January 18

 

Translation as Modality of Belonging: Cosmopolitan Nativeness in Ignatius Mouradgea d’Ohsson’s Tableau Général de l’Empire Othoman  (1788-1794) 

by 

Dr. Neveser Köker (Independent Scholar) 

[A chapter from book manuscript Traveling Loyalties: Politics of Belonging Beyond Nation and Empire]

Discussant: Dr. Virginia Aksan (McMaster University) 

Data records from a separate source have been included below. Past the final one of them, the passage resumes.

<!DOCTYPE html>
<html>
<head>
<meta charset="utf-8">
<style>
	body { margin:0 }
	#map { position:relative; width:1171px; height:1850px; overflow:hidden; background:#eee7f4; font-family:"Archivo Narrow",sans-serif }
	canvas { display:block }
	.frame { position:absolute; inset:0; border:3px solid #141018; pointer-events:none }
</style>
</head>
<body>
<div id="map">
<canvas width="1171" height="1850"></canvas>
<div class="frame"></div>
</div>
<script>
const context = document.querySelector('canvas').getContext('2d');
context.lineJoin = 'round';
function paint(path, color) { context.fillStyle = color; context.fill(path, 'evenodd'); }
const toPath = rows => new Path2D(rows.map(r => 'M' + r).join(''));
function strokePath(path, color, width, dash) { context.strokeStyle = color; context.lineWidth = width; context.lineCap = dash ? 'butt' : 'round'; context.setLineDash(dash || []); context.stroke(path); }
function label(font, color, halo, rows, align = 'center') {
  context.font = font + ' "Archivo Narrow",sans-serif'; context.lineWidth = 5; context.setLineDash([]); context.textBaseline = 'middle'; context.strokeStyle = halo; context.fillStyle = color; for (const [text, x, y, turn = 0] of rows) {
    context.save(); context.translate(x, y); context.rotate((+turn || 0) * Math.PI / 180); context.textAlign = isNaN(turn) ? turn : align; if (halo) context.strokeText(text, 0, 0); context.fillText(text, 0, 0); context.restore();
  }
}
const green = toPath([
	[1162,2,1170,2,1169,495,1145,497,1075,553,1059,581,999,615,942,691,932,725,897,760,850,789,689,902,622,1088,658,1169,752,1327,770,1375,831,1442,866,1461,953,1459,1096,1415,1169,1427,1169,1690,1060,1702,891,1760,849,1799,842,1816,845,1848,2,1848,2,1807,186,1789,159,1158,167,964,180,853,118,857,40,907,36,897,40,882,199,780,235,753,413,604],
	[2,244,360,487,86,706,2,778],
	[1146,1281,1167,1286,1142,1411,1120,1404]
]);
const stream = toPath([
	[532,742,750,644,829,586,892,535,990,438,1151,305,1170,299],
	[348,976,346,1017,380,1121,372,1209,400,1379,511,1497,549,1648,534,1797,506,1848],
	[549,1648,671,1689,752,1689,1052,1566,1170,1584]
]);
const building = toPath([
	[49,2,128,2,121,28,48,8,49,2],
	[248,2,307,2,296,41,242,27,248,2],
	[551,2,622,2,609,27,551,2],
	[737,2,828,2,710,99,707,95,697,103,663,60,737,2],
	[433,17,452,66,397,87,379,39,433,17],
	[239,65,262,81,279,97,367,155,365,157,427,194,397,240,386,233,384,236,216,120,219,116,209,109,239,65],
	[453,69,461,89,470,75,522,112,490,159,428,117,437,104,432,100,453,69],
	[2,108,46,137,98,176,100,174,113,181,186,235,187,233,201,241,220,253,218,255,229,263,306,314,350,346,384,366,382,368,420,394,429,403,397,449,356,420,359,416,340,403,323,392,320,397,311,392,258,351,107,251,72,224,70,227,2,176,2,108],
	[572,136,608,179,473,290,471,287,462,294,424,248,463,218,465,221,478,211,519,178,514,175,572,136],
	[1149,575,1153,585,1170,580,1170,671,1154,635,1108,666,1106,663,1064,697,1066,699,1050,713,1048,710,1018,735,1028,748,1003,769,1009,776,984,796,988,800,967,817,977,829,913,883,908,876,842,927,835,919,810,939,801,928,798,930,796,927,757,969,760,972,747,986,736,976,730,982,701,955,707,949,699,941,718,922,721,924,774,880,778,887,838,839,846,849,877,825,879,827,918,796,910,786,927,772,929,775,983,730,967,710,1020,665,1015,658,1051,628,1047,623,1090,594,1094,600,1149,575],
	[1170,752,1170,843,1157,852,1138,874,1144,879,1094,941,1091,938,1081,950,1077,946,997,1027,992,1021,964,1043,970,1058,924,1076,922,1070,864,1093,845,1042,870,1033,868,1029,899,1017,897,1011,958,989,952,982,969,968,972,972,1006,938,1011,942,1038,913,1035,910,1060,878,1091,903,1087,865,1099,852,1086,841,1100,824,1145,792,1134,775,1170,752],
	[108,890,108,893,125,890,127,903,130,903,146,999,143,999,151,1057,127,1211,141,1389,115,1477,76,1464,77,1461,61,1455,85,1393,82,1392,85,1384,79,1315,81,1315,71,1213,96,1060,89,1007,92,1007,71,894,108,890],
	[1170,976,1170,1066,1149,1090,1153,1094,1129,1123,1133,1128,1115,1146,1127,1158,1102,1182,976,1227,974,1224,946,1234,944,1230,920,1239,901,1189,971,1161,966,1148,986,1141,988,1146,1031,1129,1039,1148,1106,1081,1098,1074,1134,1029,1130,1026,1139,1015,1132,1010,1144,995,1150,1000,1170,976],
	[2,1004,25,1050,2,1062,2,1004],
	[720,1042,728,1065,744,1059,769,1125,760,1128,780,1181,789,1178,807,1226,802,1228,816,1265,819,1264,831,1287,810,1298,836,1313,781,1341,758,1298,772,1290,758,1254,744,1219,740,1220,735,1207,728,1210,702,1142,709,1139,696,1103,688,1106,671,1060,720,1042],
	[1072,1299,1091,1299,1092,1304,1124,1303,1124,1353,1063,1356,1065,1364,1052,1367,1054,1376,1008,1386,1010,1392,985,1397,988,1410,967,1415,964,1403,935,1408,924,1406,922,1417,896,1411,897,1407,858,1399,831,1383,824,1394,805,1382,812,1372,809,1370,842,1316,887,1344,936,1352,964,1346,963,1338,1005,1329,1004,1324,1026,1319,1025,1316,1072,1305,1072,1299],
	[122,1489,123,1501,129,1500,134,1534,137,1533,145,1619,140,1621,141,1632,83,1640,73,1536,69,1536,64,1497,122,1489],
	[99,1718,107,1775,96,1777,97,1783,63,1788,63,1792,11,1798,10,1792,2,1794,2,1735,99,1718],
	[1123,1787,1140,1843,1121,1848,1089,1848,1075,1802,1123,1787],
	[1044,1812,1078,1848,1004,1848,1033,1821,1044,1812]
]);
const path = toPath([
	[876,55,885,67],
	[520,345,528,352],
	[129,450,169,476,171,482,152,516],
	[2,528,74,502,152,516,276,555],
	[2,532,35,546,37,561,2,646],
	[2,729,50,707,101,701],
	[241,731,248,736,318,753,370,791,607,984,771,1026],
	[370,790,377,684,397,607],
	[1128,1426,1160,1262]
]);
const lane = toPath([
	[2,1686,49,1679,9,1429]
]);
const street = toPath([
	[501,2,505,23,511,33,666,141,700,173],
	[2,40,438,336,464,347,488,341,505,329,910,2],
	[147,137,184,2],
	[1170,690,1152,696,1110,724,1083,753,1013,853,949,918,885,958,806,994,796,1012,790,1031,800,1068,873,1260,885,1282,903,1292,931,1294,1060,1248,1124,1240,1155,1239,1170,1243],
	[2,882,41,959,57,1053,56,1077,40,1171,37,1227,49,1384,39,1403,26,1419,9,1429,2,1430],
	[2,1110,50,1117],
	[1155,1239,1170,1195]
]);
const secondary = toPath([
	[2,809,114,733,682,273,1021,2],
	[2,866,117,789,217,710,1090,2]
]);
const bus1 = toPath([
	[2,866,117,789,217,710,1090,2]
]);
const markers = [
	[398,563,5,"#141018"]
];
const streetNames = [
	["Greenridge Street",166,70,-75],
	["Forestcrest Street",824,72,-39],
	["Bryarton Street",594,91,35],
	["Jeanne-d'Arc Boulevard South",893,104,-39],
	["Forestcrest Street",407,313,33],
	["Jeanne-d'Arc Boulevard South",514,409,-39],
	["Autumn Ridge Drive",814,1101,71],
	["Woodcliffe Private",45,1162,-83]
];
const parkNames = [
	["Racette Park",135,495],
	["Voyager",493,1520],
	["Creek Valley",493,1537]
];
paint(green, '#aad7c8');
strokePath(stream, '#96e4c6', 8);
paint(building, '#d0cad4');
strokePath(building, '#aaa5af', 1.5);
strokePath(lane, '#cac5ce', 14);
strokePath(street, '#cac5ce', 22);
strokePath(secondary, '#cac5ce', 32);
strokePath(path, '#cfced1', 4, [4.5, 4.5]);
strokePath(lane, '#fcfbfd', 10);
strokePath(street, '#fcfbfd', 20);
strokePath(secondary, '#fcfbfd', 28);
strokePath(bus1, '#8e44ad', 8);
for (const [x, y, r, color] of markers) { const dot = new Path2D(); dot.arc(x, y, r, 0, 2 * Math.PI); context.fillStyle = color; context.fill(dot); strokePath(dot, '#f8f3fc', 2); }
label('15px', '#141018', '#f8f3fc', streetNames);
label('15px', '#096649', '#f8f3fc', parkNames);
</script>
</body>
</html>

Morrice Hall/Institute of Islamic Studies, Room 328 (Third Floor) 

McGill University 

Speaker Bio

Neveser Köker is a feminist political theorist currently based in Montréal, QC. She holds a Ph.D. in Political Science and a graduate certificate in Women’s Studies from the University of Michigan. Prior to moving to Montréal, she worked as a lecturer at Barrett, The Honors College at Arizona State University. Her current book project, Traveling Loyalties: Politics of Belonging Beyond Nation and Empire, develops belonging as a key concept of modern and contemporary political thought using the rich archives of transnational encounters and exchanges across the Mediterranean. Most recently, her work has been published in Signs: Journal of Women in Culture and Society.  

Abstract

This chapter explores translation as a modality of belonging. Focusing on Ignatius Mouradgea d’Ohsson’s Tableau Général de l’Empire Othoman published in 1794, it argues that as a modality of belonging, translation expresses an ambivalent and precarious sociopolitical relation between the individual and the political community. In this sense, translation requires the existence of a multilingual and multicultural subject who is linguistically anchored in at least two communities, a subject who can be called a “cosmopolitan native.” While d’Ohsson was one of the many non-Muslim and non-Turkish Ottoman natives who took on the task of explaining the Ottoman Empire to a European audience, what makes his life and his multi-volume Tableau Général stand out are how they illustrate the opportunities, dangers, and impossibilities of such a task in a time of global socio-political tumult. Having returned to Istanbul from a long sojourn in France almost immediately after the French Revolution, d’Ohsson could convince neither his connections in the capital of the Ottoman Empire nor his patrons in Stockholm of his loyalty to the monarchy. Within the span of two decades, d’Ohsson was transformed from an Ottoman-Armenian-Catholic translator to an exiled (and later mostly forgotten) Swedish historian of the Ottoman Empire residing in Paris. This chapter interweaves d’Ohsson’s biography with close readings of the Tableau Général to show how translation offers a zealous yet pragmatic cosmopolitan modality for belonging. This modality strives for cross-cultural exchange and understanding despite the knowledge that some meanings will be lost, some words will remain untranslatable, and the sense of belonging articulated through one’s native language will be changed forever.